__WHAT YOU SHOULD DO__
Your task is to filter the data below down to the lines holding "Output".

__MATERIAL FOR THIS EXERCISE__
* * * *
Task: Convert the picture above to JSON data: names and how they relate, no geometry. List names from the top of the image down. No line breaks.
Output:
* * * *
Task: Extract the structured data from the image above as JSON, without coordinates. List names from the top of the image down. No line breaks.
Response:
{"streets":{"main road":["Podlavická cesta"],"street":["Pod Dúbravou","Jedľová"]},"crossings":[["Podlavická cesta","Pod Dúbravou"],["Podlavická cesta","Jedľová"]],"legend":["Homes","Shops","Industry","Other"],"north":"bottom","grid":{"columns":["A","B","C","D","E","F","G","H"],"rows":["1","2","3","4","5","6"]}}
* * * *
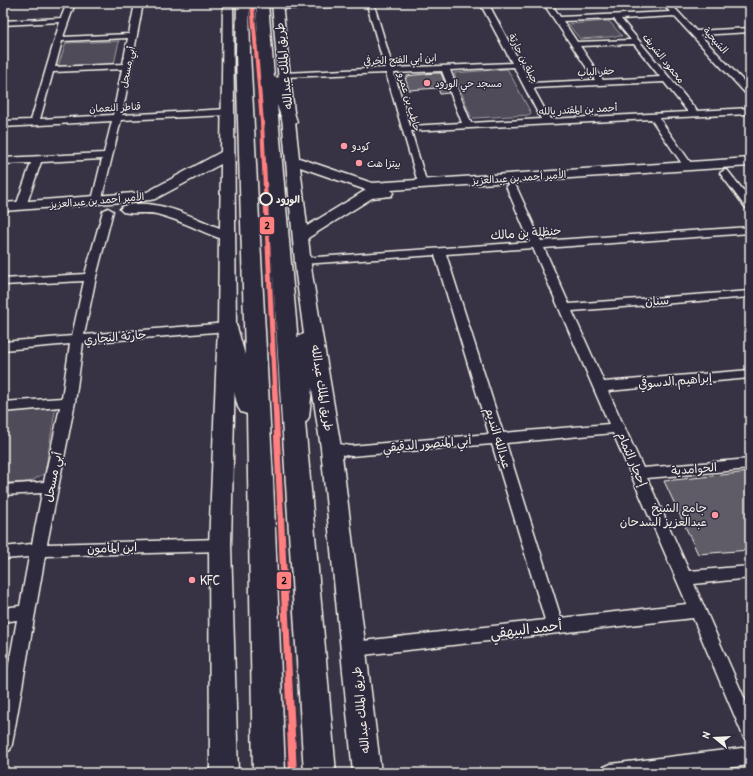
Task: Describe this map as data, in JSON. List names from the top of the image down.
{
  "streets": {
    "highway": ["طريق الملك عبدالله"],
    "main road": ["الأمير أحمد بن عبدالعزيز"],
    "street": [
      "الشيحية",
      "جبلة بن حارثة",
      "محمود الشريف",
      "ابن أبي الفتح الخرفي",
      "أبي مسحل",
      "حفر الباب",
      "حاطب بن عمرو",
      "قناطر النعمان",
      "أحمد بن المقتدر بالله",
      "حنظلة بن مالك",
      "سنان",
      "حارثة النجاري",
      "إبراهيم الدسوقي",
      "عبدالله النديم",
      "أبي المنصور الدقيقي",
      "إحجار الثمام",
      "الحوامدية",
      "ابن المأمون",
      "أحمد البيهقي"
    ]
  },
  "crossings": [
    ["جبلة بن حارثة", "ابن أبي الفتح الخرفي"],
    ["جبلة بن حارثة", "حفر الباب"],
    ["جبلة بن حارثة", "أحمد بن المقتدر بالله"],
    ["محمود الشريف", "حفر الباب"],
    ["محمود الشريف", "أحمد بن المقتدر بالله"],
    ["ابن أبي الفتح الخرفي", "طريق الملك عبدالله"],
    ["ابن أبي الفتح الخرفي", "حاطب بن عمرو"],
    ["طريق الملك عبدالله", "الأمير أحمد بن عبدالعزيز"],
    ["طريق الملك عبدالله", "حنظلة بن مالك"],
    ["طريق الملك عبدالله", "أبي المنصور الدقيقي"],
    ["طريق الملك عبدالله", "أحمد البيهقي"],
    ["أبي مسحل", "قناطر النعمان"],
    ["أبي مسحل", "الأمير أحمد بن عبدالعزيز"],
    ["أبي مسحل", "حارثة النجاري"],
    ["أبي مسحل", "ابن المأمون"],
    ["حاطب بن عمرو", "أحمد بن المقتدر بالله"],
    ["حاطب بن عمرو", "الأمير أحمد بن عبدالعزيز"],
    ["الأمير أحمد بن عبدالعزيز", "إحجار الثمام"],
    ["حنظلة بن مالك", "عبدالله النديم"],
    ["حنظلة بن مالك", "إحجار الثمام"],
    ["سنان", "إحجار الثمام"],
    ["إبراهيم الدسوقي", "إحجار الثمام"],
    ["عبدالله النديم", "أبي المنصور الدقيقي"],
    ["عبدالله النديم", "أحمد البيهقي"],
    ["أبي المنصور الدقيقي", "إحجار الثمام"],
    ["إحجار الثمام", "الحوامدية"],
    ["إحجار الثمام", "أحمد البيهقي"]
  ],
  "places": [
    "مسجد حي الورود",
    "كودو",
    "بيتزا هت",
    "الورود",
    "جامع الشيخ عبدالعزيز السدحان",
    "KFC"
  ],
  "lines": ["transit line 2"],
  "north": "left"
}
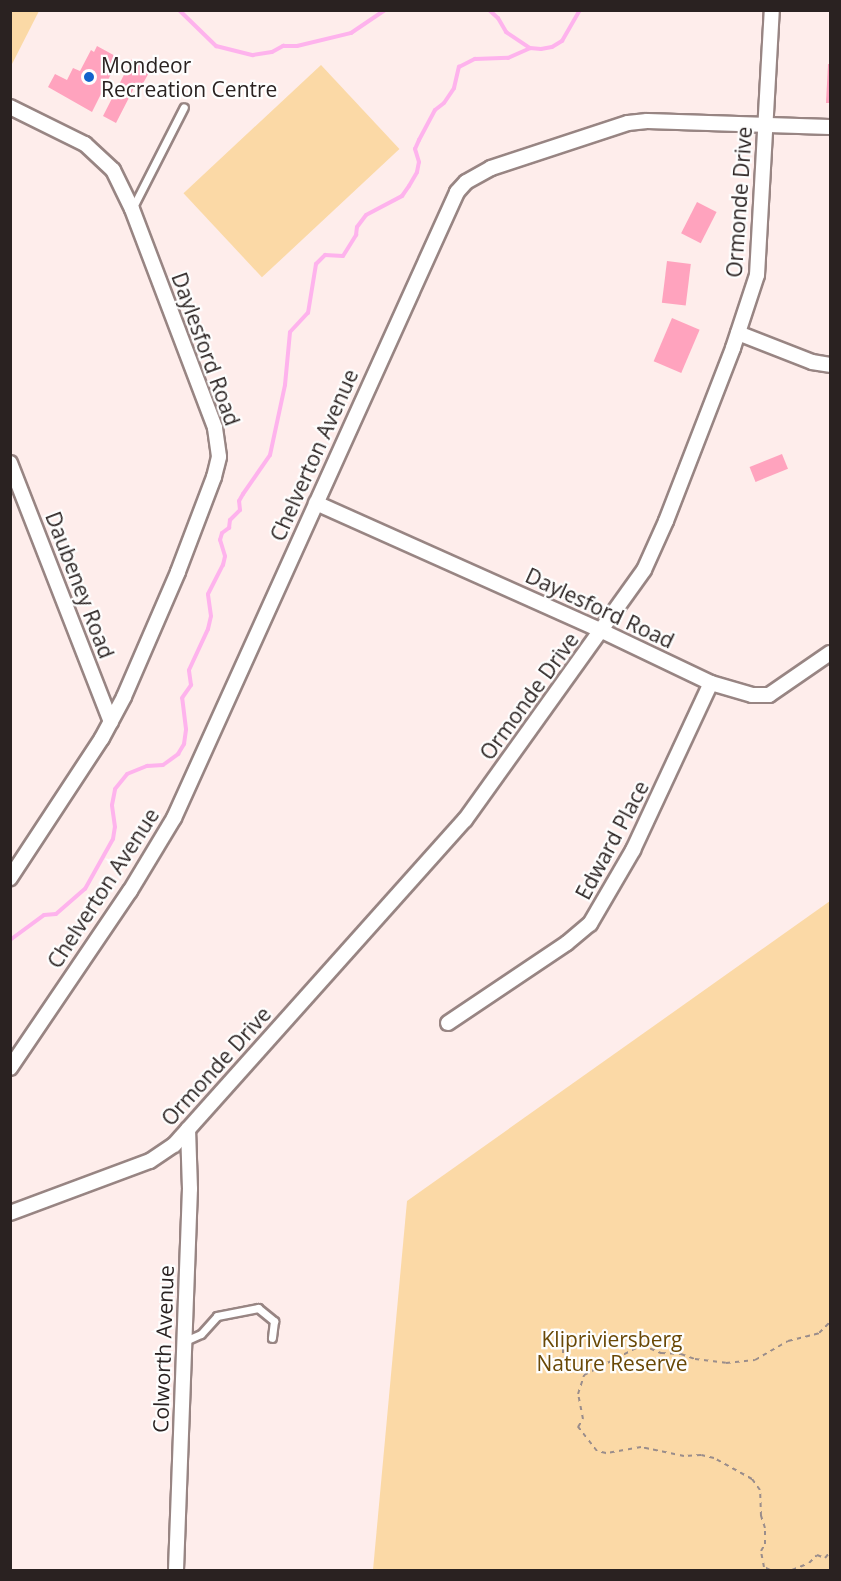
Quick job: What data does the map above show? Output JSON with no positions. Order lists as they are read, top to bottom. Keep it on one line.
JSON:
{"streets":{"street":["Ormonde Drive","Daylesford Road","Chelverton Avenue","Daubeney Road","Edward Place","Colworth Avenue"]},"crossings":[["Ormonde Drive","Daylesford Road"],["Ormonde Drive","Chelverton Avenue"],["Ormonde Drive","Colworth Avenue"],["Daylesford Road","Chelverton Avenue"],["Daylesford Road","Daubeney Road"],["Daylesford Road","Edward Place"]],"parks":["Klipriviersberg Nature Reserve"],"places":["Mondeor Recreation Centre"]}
* * * *
__EXERCISE SOLUTION__
Output:
Quick job: What data does the map above show? Output JSON with no positions. Order lists as they are read, top to bottom. Keep it on one line.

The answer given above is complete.